腹囲は、生活習慣病の予防を目的とした特定健診の検査項目の1つです。腹囲を測ることによって内臓脂肪の量を推測し、生活習慣病を予防するのが主な目的です。

体につく脂肪は皮下脂肪と内臓脂肪に大きく分けられます。皮下組織につくのが皮下脂肪、腹部の内臓の周囲につくのが内臓脂肪です。皮下脂肪は飢餓に備えたエネルギーの貯蔵庫であり、体温を維持する断熱材の役目を果たします。一方、内臓脂肪は、肝臓での処理力を超えたエネルギーを摂取することにより、本来の貯蔵庫ではないところに蓄積した脂肪です。内臓脂肪型肥満になると、肥大化した脂肪細胞より悪玉ホルモン(インスリンの働きを悪化させる、血圧を高めるなど)が過剰に分泌されるようになり、動脈硬化を進行させ、高血圧や糖尿病、脂質異常症などの発症リスクを高めます。

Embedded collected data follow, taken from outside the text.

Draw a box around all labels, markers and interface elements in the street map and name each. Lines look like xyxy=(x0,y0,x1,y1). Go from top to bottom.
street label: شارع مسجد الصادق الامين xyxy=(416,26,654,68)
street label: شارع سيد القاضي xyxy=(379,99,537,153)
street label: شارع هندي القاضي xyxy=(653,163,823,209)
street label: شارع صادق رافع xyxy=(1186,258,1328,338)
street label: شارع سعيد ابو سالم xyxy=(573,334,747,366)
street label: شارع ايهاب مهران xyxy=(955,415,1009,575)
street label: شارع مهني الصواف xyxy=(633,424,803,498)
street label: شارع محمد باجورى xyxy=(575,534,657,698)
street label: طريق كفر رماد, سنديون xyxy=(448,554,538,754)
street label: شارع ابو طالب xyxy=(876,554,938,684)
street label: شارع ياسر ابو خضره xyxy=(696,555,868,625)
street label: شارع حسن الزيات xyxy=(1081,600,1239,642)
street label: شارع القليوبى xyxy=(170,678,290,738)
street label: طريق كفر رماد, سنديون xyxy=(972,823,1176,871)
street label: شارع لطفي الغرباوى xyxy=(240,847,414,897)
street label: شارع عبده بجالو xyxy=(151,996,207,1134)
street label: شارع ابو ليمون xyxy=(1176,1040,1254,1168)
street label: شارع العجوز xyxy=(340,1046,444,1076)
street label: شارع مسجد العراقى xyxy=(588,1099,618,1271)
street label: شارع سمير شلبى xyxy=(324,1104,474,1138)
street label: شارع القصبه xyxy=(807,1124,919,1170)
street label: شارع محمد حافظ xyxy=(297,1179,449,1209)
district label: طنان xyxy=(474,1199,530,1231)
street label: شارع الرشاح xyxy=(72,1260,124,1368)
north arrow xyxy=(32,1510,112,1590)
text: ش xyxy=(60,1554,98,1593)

内臓脂肪量の正確な測定はコンピューター断層撮影(CT)で行いますが、腹囲を測ることで大まかに判定が可能です。腹囲の測定ではいわゆる「ウエスト」に当たる、お腹の一番細い部分ではなく、おへその高さで測定します。

基準値

男性85.0未満
女性
90.0未満(単位:㎝)
日本内科学会による

基準値から外れた場合

腹囲が基準値以上で、さらに脂質、血圧、血糖値のうち2項目以上が基準値を超えている場合、メタボリックシンドローム(内臓脂肪症候群)と判定されます。メタボリックシンドロームになると心臓の病気や脳卒中などの脳血管疾患を発症するリスクが高まります。日本では特定健診の対象である40~74歳の男性の2人に1人、女性の5人に1人がメタボリックシンドローム予備群または該当者であるといわれています。

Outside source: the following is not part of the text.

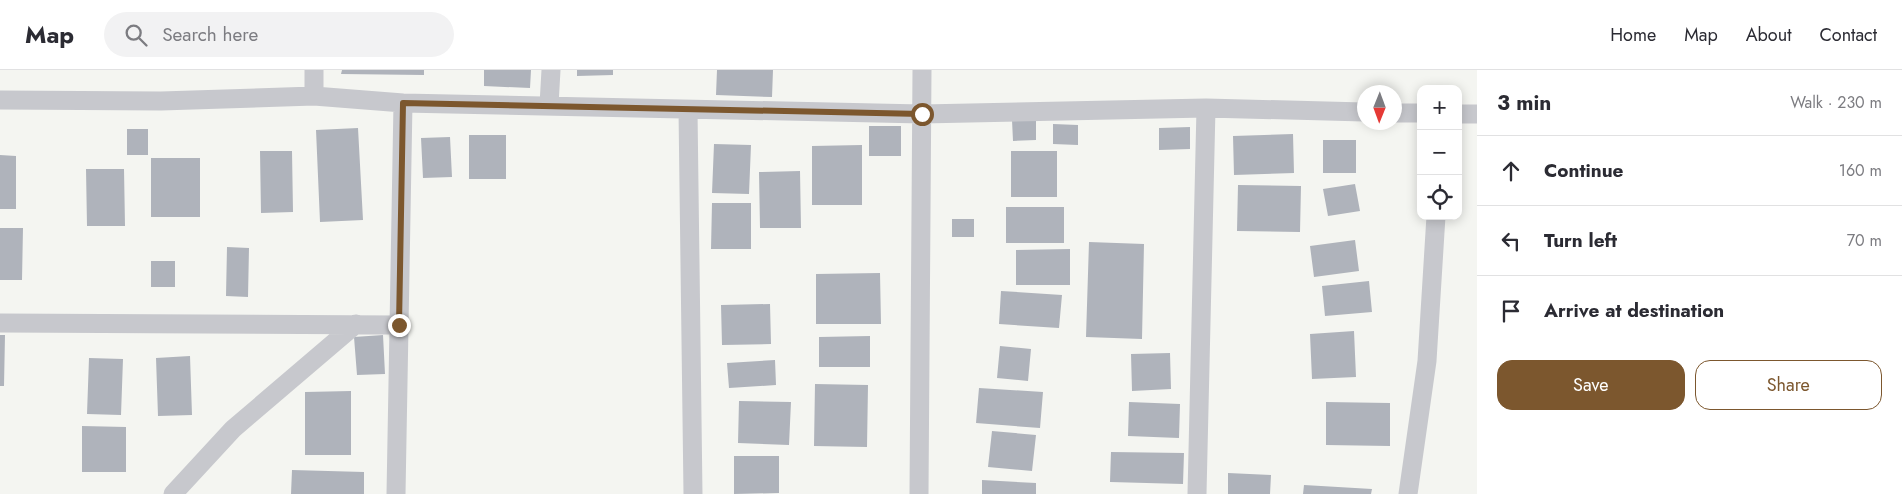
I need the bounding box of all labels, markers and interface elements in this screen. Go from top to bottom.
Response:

なお、腹囲が基準値以上でも、脂質、血圧、血糖値に問題がない場合はメタボリックシンドロームには該当しませんが、今後の数年間で検査値異常が出てくることが心配されます。検査値の変動に注意しておきましょう。

数値を改善するためのセルフケア

今の体重から3〜5%減量してみよう

メタボリックシンドロームやその疑いのある状態を改善するには、体重を減らすことが有効です。腹囲が基準値以上の場合、まずは今の体重の3~5%程度減量し、その体重を維持してみましょう。体重を減らすには、生活全体の中で、消費エネルギーが摂取エネルギーを上回る必要があります。運動を取り入れて消費エネルギーを増やすと共に、食事に気をつけて摂取エネルギーを減らし、減量を目指しましょう。

座り過ぎを避け、1日の活動量を増やそう

運動を行う場合はウォーキングやサイクリング、水泳といった有酸素運動をメインに、筋力トレーニングやストレッチを併用すると、得られる効果が高まります。減量のためには週の合計運動時間が150~300分にするとよいといわれますが、いきなり長時間の運動をするのは難しいので、最初は軽い運動を短時間でも続けることから始めてみるとよいでしょう。日常生活の中では座り過ぎを避け、30分~1時間に一度は立ち上がる動作を取り入れることも大切です。

すでに高血圧、糖尿病、脂質異常症などがある人は、それぞれの病気の改善にすすめられている運動プログラムがあるので、それらをかかりつけ医に確認し、参考にしてみてください。膝の痛みや腰痛などがある人の場合も同様です。